Behind Columbus Day: A Week to Reflect Upon the Colonization of Indigenous Lands


Nathalie Vera

Photo Courtesy of Grand Canyon NPS

For members of El Congreso, Indigenous Resistance Week (Oct. 8 through Oct. 13) is more than an attempt to celebrate and embrace “la raza,” an individual’s roots and ethnicity; they see it as an opportunity to help others reflect on the social and political implications of Columbus Day.

“His landing marked the beginning of the pillage, theft and plunder of a continent and its people…all in the pursuit of wealth and power,” said Miguel Albarran, a fifth-year sociology major, Latin American and Iberian Studies minor who is participating for the second time in the movement. “Sadly, many indigenous and working class communities are still being pushed aside today to maintain structures that only benefit a few and push forth a neoliberal agenda, aspects inherited from colonialism.”

The events planned throughout this week of awareness are not only meant to bring consciousness, but to provide context for an issue that continues to affect peasant communities.

“It’s unfortunate that we are still being fed this lie about Columbus ‘discovering’ the Americas,” said a film and media studies fourth-year student who asked to remain anonymous. “We’re trying to dismantle those inaccuracies to tell the truth about what he really did.”

The week of events kicked off on Monday, Oct. 8,  and ends on Sunday, Oct. 13. These events range from a tent display to screenings, art, music, dance and workshops, “where [we’ll] unveil the myths behind Columbus and connect it to the state of the world today,” as described on the event page.

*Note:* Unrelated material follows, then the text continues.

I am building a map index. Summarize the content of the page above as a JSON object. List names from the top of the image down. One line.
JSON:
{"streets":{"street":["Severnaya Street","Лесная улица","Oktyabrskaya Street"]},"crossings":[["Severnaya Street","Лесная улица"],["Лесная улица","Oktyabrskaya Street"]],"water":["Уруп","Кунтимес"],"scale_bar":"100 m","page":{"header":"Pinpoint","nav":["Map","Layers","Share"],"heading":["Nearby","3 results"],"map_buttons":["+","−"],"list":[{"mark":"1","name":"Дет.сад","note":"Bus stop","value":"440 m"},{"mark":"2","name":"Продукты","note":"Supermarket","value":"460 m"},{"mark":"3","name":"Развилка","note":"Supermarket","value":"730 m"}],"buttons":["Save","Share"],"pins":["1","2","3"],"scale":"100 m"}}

“One essential aspect of these workshops is to give voice to the voiceless,” said Ismael Illescas, a fourth-year sociology major. “To bring to light the injustices indigenous communities all around the globe have dealt with for hundreds of years.”

As an activist Chicano/Latino student organization, El Congreso annually organizes this program in an effort to maintain the legacy of the Chicano/Latino movement. While this group is composed of sub-committees that focus on similar areas of interest, the collective organization’s goal is to provide a platform in which gender, racial, economical status and other superficial boundaries are eliminated in an effort to unite its members and the larger community.

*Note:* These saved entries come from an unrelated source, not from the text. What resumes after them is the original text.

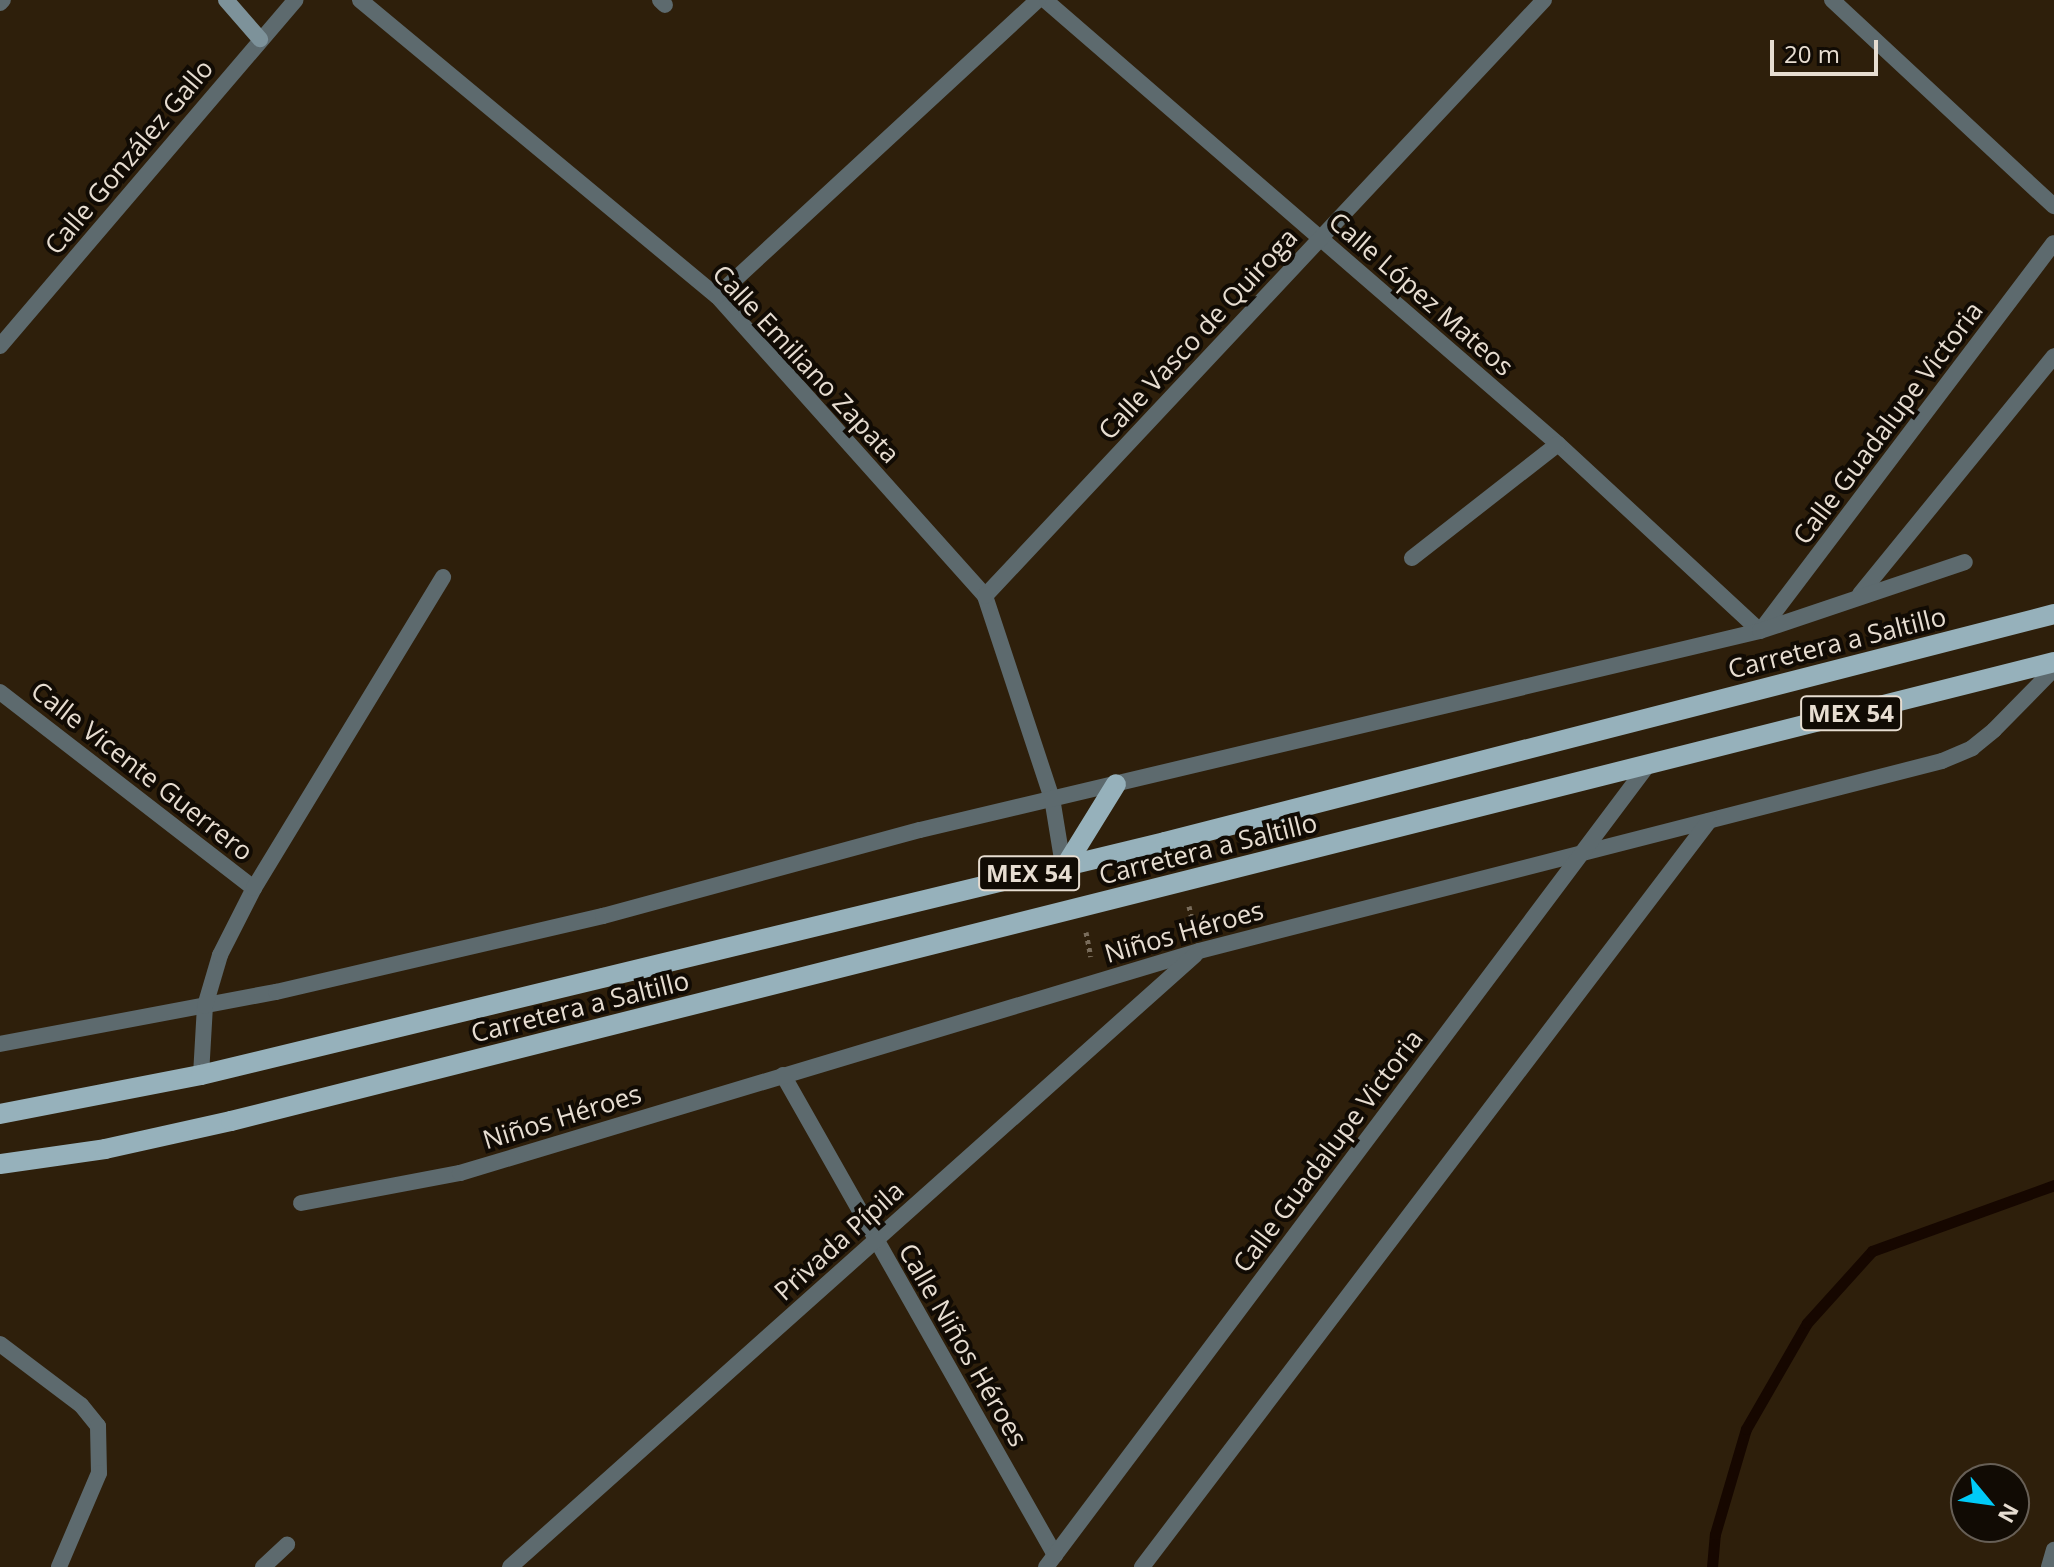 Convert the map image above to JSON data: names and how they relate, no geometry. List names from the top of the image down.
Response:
{
  "streets": {
    "main road": ["Carretera a Saltillo", "MEX 54"],
    "street": [
      "Calle González Gallo",
      "Calle López Mateos",
      "Calle Vasco de Quiroga",
      "Calle Emiliano Zapata",
      "Calle Guadalupe Victoria",
      "Calle Vicente Guerrero",
      "Niños Héroes",
      "Privada Pípila",
      "Calle Niños Héroes"
    ]
  },
  "crossings": [
    ["Calle López Mateos", "Calle Vasco de Quiroga"],
    ["Calle López Mateos", "Calle Guadalupe Victoria"],
    ["Calle Vasco de Quiroga", "Calle Emiliano Zapata"],
    ["Calle Emiliano Zapata", "Carretera a Saltillo"],
    ["Calle Guadalupe Victoria", "Carretera a Saltillo"],
    ["Calle Guadalupe Victoria", "Niños Héroes"],
    ["Calle Guadalupe Victoria", "Calle Niños Héroes"],
    ["Niños Héroes", "Privada Pípila"],
    ["Niños Héroes", "Calle Niños Héroes"],
    ["Privada Pípila", "Calle Niños Héroes"]
  ],
  "scale_bar": "20 m",
  "north": "bottom right"
}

“To ignore how the past has shaped our present will only perpetuate the evils of the past without providing a chance to challenge and really create ‘Un Mundo Donde Quepan Muchos Mundos’—a world where many worlds fit,” said Albarran in closing.

Indigenous Resistance Week strives to establish just that—the notion that another world within a larger unconcerned society is possible; an alternate dimension thar, like the smaller groups housed under El Congreso’s roof, facilitates a space in which people of different backgrounds and ideals can peacefully co-exist.